For Iowa’s soybean crop, the survey shows 65% has begun coloring or is beyond coloring, 11 days behind last year and eight days behind average. And 22% of the crop has begun dropping leaves, 12 days behind last year and nine days behind average. There were a few reports of soybeans being harvested in west-central and central Iowa. Soybean condition is rated 62% good to excellent.

The third cutting of alfalfa hay reached 87% complete as of Sept. 22, just over a week behind average. Pasture condition is rated 43% good-to-excellent. Continuous rainfall this past week caused feedlots to become muddy.

Weekly weather summary

Unseasonable warmth and wetness prevailed across Iowa last week. Above-average rain fell across the state with portions of Iowa getting up to 3 inches more than normal. It was also the warmest week for Iowa since the week ending July 22. Statewide average temperature last week was 73.6 degrees, 12.9 degrees warmer than usual.

This summary for the week ending Sept. 22 comes from Justin Glisan, state climatologist with the Iowa Department of Ag. He provides the following daily report.

Thunderstorms cleared southeast Iowa by Sunday (Sept. 15) afternoon as a high-pressure system moved into northern Iowa. Skies cleared through early evening as unseasonable warmth blanketed the state. Highs reached into mid to upper 80s F, with the statewide average high of 86 degrees, 11 degrees above normal. Monday was another warm and dry day under sunny skies with southerly winds. Highs reached into the low 90s across multiple stations in southern Iowa.

Overnight lows into Tuesday were well above average, remaining in the upper 60s and low 70s. Parts of northwest Iowa were up to 26 degrees above average. Statewide average low was 65 degrees, 15 degrees above average. Showers started to pop up in northwest Iowa ahead of a warm front just after midnight on Wednesday.

The narrow band of thunderstorms moved into eastern Iowa during the afternoon. The line fell apart during the evening hours, with isolated stronger storms popping up in east-central Iowa. A new complex of storms pushed into Iowa just before midnight.

Two-day rain totals at 7 a.m. Thursday showed most of Iowa received measurable rainfall. Highest amounts were in Northeast Iowa with 30 National Weather Service stations reporting over an inch; Osage (Mitchell County) had 3.45 inches, with the statewide average rainfall at 0.74 inch.

Another line of storms formed across northern and eastern Iowa early Friday morning and slowly moved east. The line gradually dissipated near the Iowa-Illinois border by noon. Conditions the rest of the day were unseasonably warm under sunny skies. Highs reached into mid-to-upper 80s, with the statewide average high hitting 84 degrees, 11 degrees above normal.
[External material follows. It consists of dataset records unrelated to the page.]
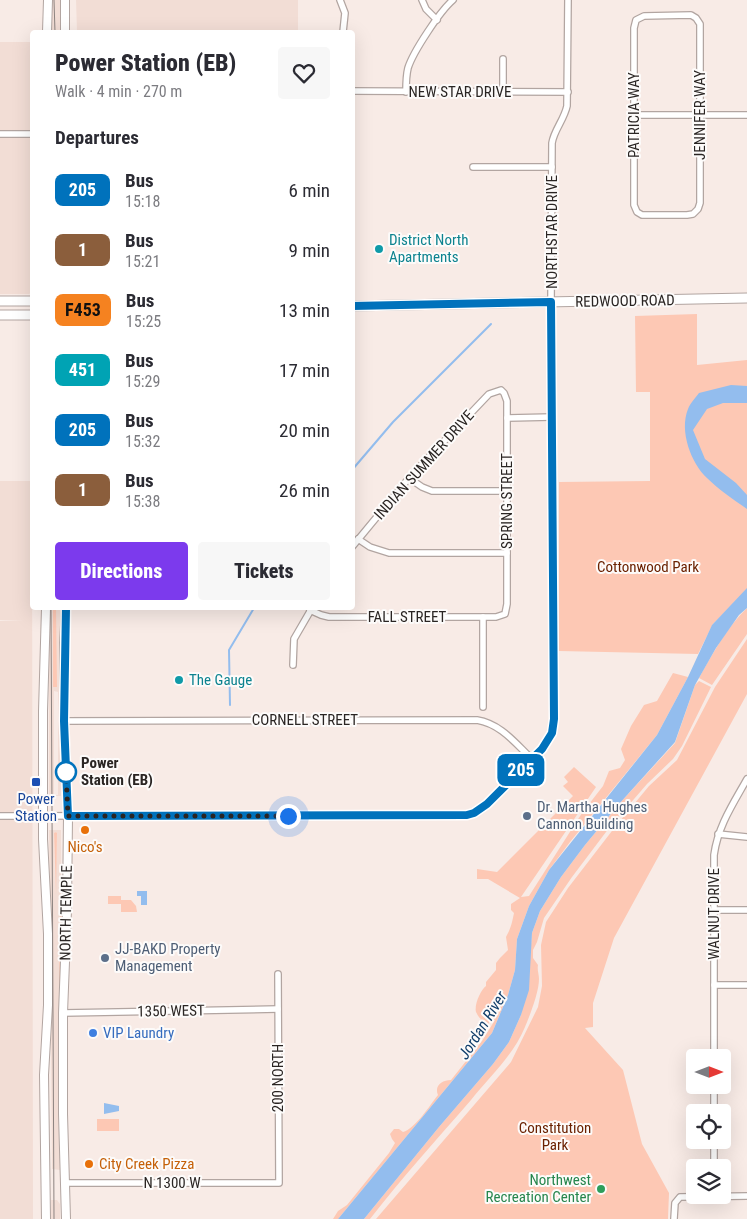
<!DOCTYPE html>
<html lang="en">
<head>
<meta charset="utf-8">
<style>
	:root { --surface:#fff; --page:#f7f7f7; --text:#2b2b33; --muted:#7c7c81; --accent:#7c3aed }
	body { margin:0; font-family:"Roboto Condensed",sans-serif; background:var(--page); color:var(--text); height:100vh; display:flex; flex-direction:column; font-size:19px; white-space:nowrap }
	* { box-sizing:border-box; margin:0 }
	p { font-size:16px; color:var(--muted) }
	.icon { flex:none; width:28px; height:28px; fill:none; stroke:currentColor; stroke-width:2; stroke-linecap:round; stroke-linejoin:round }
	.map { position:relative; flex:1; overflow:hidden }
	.details { position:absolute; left:30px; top:30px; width:325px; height:580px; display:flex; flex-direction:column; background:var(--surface); border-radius:5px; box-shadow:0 5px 20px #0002 }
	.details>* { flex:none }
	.badge { padding:0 10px; border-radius:8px; font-size:18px; line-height:32px }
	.needle { width:32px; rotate:90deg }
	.fabs { position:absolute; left:686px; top:1049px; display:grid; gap:10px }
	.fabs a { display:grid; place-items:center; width:45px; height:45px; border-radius:5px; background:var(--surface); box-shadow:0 5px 20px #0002; font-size:25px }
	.you { position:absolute; width:25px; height:25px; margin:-12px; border:4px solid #fff; border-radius:50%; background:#1a73e8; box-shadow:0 0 0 8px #1a73e833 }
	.map>.badge { position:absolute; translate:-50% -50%; box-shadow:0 0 0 2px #fff }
	h2 { padding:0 25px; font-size:19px; line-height:45px }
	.round { display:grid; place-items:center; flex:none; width:52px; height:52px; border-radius:5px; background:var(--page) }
	.summary { display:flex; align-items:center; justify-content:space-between; height:85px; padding:0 25px }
	h1 { font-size:24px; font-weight:800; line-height:38px }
	.button { display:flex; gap:10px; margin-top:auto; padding:10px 25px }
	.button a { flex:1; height:58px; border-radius:5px; background:var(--accent); color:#fff; font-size:20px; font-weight:800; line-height:58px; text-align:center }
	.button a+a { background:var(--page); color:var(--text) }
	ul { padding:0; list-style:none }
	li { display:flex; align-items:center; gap:15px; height:60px; padding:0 25px }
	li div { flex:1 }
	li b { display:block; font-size:19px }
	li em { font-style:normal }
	li .badge { min-width:55px; font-weight:700; text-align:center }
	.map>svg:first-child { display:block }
	.built { fill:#f2ddd5; fill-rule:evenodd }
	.green { fill:#fdc8b4 }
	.water { fill:#93bdee }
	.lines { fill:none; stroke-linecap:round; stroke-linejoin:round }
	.stream { stroke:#93bdee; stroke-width:2 }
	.minor-casing { stroke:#b2a5a1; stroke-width:8 }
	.secondary-casing { stroke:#b2a5a1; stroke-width:10 }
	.primary-casing { stroke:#b2a5a1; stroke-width:11 }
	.minor { stroke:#fff; stroke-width:5.5 }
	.secondary { stroke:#fff; stroke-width:8 }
	.primary { stroke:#fff; stroke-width:9 }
	.tram { stroke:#8c8380; stroke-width:1 }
	.line-casing { stroke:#fff; stroke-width:11 }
	.line { stroke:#0072bc; stroke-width:8 }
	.walk { stroke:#2a2523; stroke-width:5; stroke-dasharray:0 9 }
	.culture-dot { fill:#0f9aa8; stroke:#fdfbfa; stroke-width:2 }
	.stop-dot { fill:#fff; stroke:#0072bc; stroke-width:2.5 }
	.transit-dot { fill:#1a4fb4; stroke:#fdfbfa; stroke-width:2 }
	.service-dot { fill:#5c6f8a; stroke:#fdfbfa; stroke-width:2 }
	.food-dot { fill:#e8710a; stroke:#fdfbfa; stroke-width:2 }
	.shop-dot { fill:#3f7fe0; stroke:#fdfbfa; stroke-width:2 }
	.leisure-dot { fill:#2e9e5b; stroke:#fdfbfa; stroke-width:2 }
	.labels { text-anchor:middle; stroke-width:4; stroke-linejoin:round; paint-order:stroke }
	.street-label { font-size:15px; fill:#2a2523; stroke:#fdfbfa }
	.culture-label { font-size:15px; fill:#0d838f; stroke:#fdfbfa; text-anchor:start }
	.park-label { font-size:15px; fill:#6b2100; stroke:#fdfbfa }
	.stop-label { font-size:15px; font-weight:bold; fill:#2a2523; stroke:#fdfbfa; text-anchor:start }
	.transit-label { font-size:15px; fill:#164399; stroke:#fdfbfa }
	.service-label { font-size:15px; fill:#4e5e75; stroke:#fdfbfa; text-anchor:start }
	.food-label { font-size:15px; fill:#c56008; stroke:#fdfbfa }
	.shop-label { font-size:15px; fill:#366cbe; stroke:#fdfbfa; text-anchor:start }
	.leisure-label { font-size:15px; fill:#27864d; stroke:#fdfbfa; text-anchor:end }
	.water-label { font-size:16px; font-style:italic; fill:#14406c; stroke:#fdfbfa }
</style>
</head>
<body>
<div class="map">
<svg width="747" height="1219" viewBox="0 0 747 1219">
	<rect width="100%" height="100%" fill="#f8ebe6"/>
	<g class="built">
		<path d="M52 0H60L61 32H52Z"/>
		<path d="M76 0H298V32H77Z"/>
		<path d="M0 42H32V292L29 294H0Z"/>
		<path d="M0 481H32L33 1219H0V621L24 620H0Z"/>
		<path d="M49 608H53V687H56V608H60L61 796H49ZM54 691 58 692V795H54Z"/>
		<path d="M49 830H61L60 1170 52 1169V1163ZM56 832 57 833 55 895 54 833Z"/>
		<path d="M51 1200H57L60 1204V1219H51Z"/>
	</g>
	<g class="green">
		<path d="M697 314V365L747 360V589L713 624 698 654 559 651V482L650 481V392H636L635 316Z"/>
		<path d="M53 608H56L57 687H53Z"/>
		<path d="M747 608V634L712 685 699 678C713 653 727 627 747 608Z"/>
		<path d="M747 639V694L614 938 593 1003V1027L585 1028 623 1070 642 1144 669 1193 668 1219H376L511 1062 538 1007 542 986 541 945 546 922 568 888 615 827 649 786 677 760 715 687Z"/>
		<path d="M673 673 688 677 657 735 570 842 549 870 529 906 517 939 515 970 508 995 492 1033 338 1219H333L338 1211 347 1205 389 1153 395 1143 392 1139 390 1134 394 1129H399L403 1132C415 1129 430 1105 438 1095 434 1086 442 1080 451 1080L482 1041 495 1020 491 1019 483 1034 480 1037 477 1034 479 1030 477 1029V1025L481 1019C479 1018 477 1014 476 1012 474 1005 481 989 486 986V982L496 970V963L500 958 508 950 506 937C511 928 512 923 514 913L511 910V904L520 898 488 879H477V869L497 872 573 796 563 786 568 782 564 777 574 767 596 787 521 897 529 896 582 813 603 786 609 771 620 768 625 760 621 749 631 726 644 705 657 701Z"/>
		<path d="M699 681 711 687 682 746 673 759 647 784 609 828 572 877 544 918 537 942 533 950V958L538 965C537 970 539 974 539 979 539 992 530 1015 525 1027 513 1056 490 1076 471 1100 437 1139 402 1178 370 1219H364L439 1127 493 1064 509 1042 521 1015 530 958 532 933 540 911 561 877 585 845 619 804 675 743 695 685Z"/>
		<path d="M56 832 57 833 56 895 54 833Z"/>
		<rect x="108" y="896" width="13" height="8"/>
		<path d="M121 900H131L136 906 137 912H121Z"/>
		<path d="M60 909 64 922 59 996Z"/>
		<rect x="97" y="1119" width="22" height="12"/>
	</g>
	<g class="water">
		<path d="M731 385 747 386V403H723L707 409 693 430 705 459 736 483 747 495V509C733 499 719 490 707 478 691 463 679 431 688 409 690 404 695 398 699 393Z"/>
		<path d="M747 588V608L739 615 716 648 695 685 675 742 619 804 585 845 561 877 540 911 532 933 529 990 521 1015 509 1042 493 1064 439 1127 364 1219H338L492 1033 508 995 515 970 517 939 529 906 549 870 657 735 688 677 712 625Z"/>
		<path d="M137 891H147V905H141V896H137Z"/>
		<path d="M104 1103 119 1106V1111L104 1114Z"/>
	</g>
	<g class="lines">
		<g class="stream">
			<path d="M352 470 393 422 491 324"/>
			<path d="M230 705 229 650 254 608"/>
		</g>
		<g class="minor-casing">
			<g id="minor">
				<path d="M340 0 345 13 343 32"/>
				<path d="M422 0 426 9 437 20"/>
				<path d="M644 16 691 15 696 18 700 24V203L698 209 693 214 687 215H642L637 212 634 205V28L636 20Z"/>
				<path d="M352 91 568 92"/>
				<path d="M406 92C406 84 406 76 408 68 413 52 440 11 453 0"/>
				<path d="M503 92V59"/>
				<path d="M634 115H747"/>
				<path d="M0 134H32"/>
				<path d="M473 167H552"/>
				<path d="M507 418 552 417"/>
				<path d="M409 478 422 487 432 491H507"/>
				<path d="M358 539 370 547 389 553H507"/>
				<path d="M310 610 321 615 329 617H496L505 614 507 604V401L504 393 501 390 489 394 409 478 352 547"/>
				<path d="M483 617V707"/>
				<path d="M293 665 294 639 312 608"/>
				<path d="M64 721 477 720C501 724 515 743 532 759"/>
				<path d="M0 816 467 815 481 809 496 796 542 749 552 733 554 719 551 302 552 143C554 130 564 120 567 106L568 0"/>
				<path d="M718 834 747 837"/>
				<path d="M714 910H747"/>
				<path d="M714 985H747"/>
				<path d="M63 1013 278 1009"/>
				<path d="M714 1058V855C718 826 733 804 747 779"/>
				<path d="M714 1085V1112"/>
				<path d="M714 1140V1168"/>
				<path d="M66 1183H279L278 974"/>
				<path d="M674 1219 675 1203 680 1197 747 1196"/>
			</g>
		</g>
		<g class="secondary-casing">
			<g id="secondary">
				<path d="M65 0V32"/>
				<path d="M47 32 48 0"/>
				<path d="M46 608 43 711V839L48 934V1005L44 1075 46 1219"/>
				<path d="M66 608 64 643V721L68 816 67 910 63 1013V1114L66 1219"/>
			</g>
		</g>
		<g class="primary-casing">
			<g id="primary">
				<path d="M0 301H32"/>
				<path d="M352 306 747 298"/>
				<path d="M0 315H32"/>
			</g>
		</g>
		<use href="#minor" class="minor"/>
		<use href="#secondary" class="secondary"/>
		<use href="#primary" class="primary"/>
		<g class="tram">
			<path d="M54 0 55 32"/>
			<path d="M51 608 54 1219"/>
		</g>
	</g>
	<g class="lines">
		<g class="line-casing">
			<path id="line" d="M66 608 64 721 68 816 467 815 474 813 487 804 542 749 552 733 554 719 551 302 352 306"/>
		</g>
		<use href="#line" class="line"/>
		<path class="walk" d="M66 772 68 816H288"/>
	</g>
	<g class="culture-dot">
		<circle cx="379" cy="249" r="5"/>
		<circle cx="179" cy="680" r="5"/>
	</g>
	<circle class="stop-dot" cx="66" cy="772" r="10"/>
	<rect class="transit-dot" x="31" y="777" width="10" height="10" rx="2.5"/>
	<g class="service-dot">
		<circle cx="527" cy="816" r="5"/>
		<circle cx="105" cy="958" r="5"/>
	</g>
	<g class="food-dot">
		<circle cx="85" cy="830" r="5"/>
		<circle cx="89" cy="1164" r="5"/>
	</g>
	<circle class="shop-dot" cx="93" cy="1033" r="5"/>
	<circle class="leisure-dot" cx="601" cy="1189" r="5"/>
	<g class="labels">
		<g class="street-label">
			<text x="460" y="97">NEW STAR DRIVE</text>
			<text transform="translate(634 115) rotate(-90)" y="5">PATRICIA WAY</text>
			<text transform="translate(700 115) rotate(-90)" y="5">JENNIFER WAY</text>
			<text transform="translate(552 232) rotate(-90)" y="5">NORTHSTAR DRIVE</text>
			<text transform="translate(625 301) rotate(-1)" y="5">REDWOOD ROAD</text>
			<text transform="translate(424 465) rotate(-48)" y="5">INDIAN SUMMER DRIVE</text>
			<text transform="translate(507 501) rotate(-90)" y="5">SPRING STREET</text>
			<text x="407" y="622">FALL STREET</text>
			<text x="305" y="725">CORNELL STREET</text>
			<text transform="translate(66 913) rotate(-89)" y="5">NORTH TEMPLE</text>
			<text transform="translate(714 914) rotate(-90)" y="5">WALNUT DRIVE</text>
			<text transform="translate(171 1011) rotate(-1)" y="5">1350 WEST</text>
			<text transform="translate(278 1078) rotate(-90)" y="5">200 NORTH</text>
			<text x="172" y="1188">N 1300 W</text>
		</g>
		<g class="culture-label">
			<text x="389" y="245">District North<tspan x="389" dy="17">Apartments</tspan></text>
			<text x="189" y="685">The Gauge</text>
		</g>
		<g class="park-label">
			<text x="648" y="572">Cottonwood Park</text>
			<text x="555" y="1133">Constitution<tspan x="555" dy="17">Park</tspan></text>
		</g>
		<g class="stop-label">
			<text x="81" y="768">Power<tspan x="81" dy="17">Station (EB)</tspan></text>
		</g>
		<g class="transit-label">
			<text x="36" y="804">Power<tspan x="36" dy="17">Station</tspan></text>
		</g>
		<g class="service-label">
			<text x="537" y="812">Dr. Martha Hughes<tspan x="537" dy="17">Cannon Building</tspan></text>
			<text x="115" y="954">JJ-BAKD Property<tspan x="115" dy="17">Management</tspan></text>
		</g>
		<g class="food-label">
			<text x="85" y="852">Nico's</text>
			<text x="99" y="1169" text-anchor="start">City Creek Pizza</text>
		</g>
		<g class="shop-label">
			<text x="103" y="1038">VIP Laundry</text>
		</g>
		<g class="leisure-label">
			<text x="591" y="1185">Northwest<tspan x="591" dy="17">Recreation Center</tspan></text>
		</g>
		<g class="water-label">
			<text transform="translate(482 1025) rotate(-58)" y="6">Jordan River</text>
		</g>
	</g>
</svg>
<div class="fabs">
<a><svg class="needle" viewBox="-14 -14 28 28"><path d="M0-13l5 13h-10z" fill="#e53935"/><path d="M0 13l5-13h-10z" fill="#7c7c81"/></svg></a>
<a><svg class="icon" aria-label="locate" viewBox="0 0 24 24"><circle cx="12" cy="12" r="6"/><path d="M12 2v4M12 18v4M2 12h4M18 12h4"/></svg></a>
<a><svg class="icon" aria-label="layers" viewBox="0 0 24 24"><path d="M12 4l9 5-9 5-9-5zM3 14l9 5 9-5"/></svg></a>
</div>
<div class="you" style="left:288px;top:816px"></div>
<b class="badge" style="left:521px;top:770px;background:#0072bc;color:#fff">205</b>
<section class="details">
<div class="summary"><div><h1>Power Station (EB)</h1><p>Walk · 4 min · 270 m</p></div><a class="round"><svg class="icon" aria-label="heart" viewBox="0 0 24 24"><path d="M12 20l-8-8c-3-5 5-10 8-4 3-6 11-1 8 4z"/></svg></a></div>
<h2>Departures</h2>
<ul>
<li><span class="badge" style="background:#0072bc;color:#fff">205</span><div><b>Bus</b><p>15:18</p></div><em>6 min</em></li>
<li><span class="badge" style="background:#8b5e3c;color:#fff">1</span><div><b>Bus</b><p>15:21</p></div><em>9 min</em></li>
<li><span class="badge" style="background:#f58220;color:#111">F453</span><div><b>Bus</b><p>15:25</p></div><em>13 min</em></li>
<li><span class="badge" style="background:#00a3b4;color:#fff">451</span><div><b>Bus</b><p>15:29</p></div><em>17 min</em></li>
<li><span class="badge" style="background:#0072bc;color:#fff">205</span><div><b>Bus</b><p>15:32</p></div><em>20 min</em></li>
<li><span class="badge" style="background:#8b5e3c;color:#fff">1</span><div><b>Bus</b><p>15:38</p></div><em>26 min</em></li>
</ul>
<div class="button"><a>Directions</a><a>Tickets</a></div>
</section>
</div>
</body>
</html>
Clouds pushed into Iowa overnight into Saturday, holding overnight temperatures in the low 70s, up to 24 degrees above average. Cloudy conditions persisted throughout the day as showers and thunderstorms moved into southern Iowa. The complex moved out of the state during the evening. Stronger storms ahead of a low-pressure system moved into southwest Iowa and expanded across much of Iowa’s western half.

Rain expanded into eastern Iowa through early morning hours of Sunday. Rain totals at 7 a.m. were largest in southern Iowa, with nine stations reporting 2 inches or more. Centerville and Rathbun Dam (Appanoose County) received 3.6 inches and 2.7 inches, respectively.

Weekly rain totals ranged from 0.02 inch in Hawarden (Sioux County) to 4.71 inches at Nora Springs (Floyd County). Statewide weekly average rainfall was 1.74 inches, while normal is 0.77 inch.

The week’s high temperature of 93 degrees was reported on Sept. 15, 17 and 18 at multiple stations in south-central Iowa. This reading was on average 17 degrees above normal. Britt (Hancock County) and Forest City (Winnebago County) had the week’s low temperature of 52 degrees on Sept. 16, 2 degrees below normal.